* _TASK REQUIREMENTS_
Repeat the entries. Each one must match exactly.
----
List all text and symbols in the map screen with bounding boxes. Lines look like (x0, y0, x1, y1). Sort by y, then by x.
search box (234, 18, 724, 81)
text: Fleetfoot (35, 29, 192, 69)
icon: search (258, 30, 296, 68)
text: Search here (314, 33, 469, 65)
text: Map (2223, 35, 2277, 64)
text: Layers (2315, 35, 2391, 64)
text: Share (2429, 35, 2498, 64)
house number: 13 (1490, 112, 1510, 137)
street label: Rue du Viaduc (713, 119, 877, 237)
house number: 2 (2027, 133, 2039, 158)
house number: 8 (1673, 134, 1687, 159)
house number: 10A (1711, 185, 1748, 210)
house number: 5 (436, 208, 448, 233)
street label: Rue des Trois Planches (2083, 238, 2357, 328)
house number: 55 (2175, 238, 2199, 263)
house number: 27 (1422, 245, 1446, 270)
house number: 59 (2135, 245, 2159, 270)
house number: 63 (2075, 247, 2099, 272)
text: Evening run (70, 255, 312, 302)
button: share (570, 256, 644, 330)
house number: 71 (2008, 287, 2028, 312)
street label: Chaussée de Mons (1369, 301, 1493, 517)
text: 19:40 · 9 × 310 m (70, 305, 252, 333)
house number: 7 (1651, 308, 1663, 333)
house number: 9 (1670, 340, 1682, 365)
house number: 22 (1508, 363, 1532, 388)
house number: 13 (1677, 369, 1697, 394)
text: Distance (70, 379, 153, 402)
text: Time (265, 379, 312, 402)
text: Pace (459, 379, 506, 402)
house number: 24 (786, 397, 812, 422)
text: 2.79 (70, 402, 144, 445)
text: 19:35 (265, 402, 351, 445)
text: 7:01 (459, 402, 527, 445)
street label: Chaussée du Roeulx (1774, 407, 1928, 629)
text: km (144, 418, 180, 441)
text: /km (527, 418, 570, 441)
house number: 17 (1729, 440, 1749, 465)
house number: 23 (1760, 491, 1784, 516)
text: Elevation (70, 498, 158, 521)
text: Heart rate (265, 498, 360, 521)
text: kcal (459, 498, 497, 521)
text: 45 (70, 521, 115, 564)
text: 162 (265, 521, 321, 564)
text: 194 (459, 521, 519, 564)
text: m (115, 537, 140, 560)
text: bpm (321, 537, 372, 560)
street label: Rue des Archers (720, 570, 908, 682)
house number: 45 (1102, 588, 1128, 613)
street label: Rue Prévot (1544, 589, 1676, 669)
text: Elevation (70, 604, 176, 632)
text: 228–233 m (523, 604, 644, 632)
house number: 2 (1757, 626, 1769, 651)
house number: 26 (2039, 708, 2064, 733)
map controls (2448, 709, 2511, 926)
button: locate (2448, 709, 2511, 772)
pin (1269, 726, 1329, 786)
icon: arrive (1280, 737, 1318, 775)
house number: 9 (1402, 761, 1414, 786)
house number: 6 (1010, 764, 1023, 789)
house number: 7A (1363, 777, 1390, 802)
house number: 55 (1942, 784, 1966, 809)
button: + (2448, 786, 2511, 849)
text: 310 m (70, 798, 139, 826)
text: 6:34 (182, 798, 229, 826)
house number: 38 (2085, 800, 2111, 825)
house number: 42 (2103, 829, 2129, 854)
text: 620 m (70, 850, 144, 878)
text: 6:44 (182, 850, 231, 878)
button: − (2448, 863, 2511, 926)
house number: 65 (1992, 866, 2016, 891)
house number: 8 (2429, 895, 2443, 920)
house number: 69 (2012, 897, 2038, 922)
----
* _EXERCISE SOLUTION_
List all text and symbols in the map screen with bounding boxes. Lines look like (x0, y0, x1, y1). Sort by y, then by x.
search box (234, 18, 724, 81)
text: Fleetfoot (35, 29, 192, 69)
icon: search (258, 30, 296, 68)
text: Search here (314, 33, 469, 65)
text: Map (2223, 35, 2277, 64)
text: Layers (2315, 35, 2391, 64)
text: Share (2429, 35, 2498, 64)
house number: 13 (1490, 112, 1510, 137)
street label: Rue du Viaduc (713, 119, 877, 237)
house number: 2 (2027, 133, 2039, 158)
house number: 8 (1673, 134, 1687, 159)
house number: 10A (1711, 185, 1748, 210)
house number: 5 (436, 208, 448, 233)
street label: Rue des Trois Planches (2083, 238, 2357, 328)
house number: 55 (2175, 238, 2199, 263)
house number: 27 (1422, 245, 1446, 270)
house number: 59 (2135, 245, 2159, 270)
house number: 63 (2075, 247, 2099, 272)
text: Evening run (70, 255, 312, 302)
button: share (570, 256, 644, 330)
house number: 71 (2008, 287, 2028, 312)
street label: Chaussée de Mons (1369, 301, 1493, 517)
text: 19:40 · 9 × 310 m (70, 305, 252, 333)
house number: 7 (1651, 308, 1663, 333)
house number: 9 (1670, 340, 1682, 365)
house number: 22 (1508, 363, 1532, 388)
house number: 13 (1677, 369, 1697, 394)
text: Distance (70, 379, 153, 402)
text: Time (265, 379, 312, 402)
text: Pace (459, 379, 506, 402)
house number: 24 (786, 397, 812, 422)
text: 2.79 (70, 402, 144, 445)
text: 19:35 (265, 402, 351, 445)
text: 7:01 (459, 402, 527, 445)
street label: Chaussée du Roeulx (1774, 407, 1928, 629)
text: km (144, 418, 180, 441)
text: /km (527, 418, 570, 441)
house number: 17 (1729, 440, 1749, 465)
house number: 23 (1760, 491, 1784, 516)
text: Elevation (70, 498, 158, 521)
text: Heart rate (265, 498, 360, 521)
text: kcal (459, 498, 497, 521)
text: 45 (70, 521, 115, 564)
text: 162 (265, 521, 321, 564)
text: 194 (459, 521, 519, 564)
text: m (115, 537, 140, 560)
text: bpm (321, 537, 372, 560)
street label: Rue des Archers (720, 570, 908, 682)
house number: 45 (1102, 588, 1128, 613)
street label: Rue Prévot (1544, 589, 1676, 669)
text: Elevation (70, 604, 176, 632)
text: 228–233 m (523, 604, 644, 632)
house number: 2 (1757, 626, 1769, 651)
house number: 26 (2039, 708, 2064, 733)
map controls (2448, 709, 2511, 926)
button: locate (2448, 709, 2511, 772)
pin (1269, 726, 1329, 786)
icon: arrive (1280, 737, 1318, 775)
house number: 9 (1402, 761, 1414, 786)
house number: 6 (1010, 764, 1023, 789)
house number: 7A (1363, 777, 1390, 802)
house number: 55 (1942, 784, 1966, 809)
button: + (2448, 786, 2511, 849)
text: 310 m (70, 798, 139, 826)
text: 6:34 (182, 798, 229, 826)
house number: 38 (2085, 800, 2111, 825)
house number: 42 (2103, 829, 2129, 854)
text: 620 m (70, 850, 144, 878)
text: 6:44 (182, 850, 231, 878)
button: − (2448, 863, 2511, 926)
house number: 65 (1992, 866, 2016, 891)
house number: 8 (2429, 895, 2443, 920)
house number: 69 (2012, 897, 2038, 922)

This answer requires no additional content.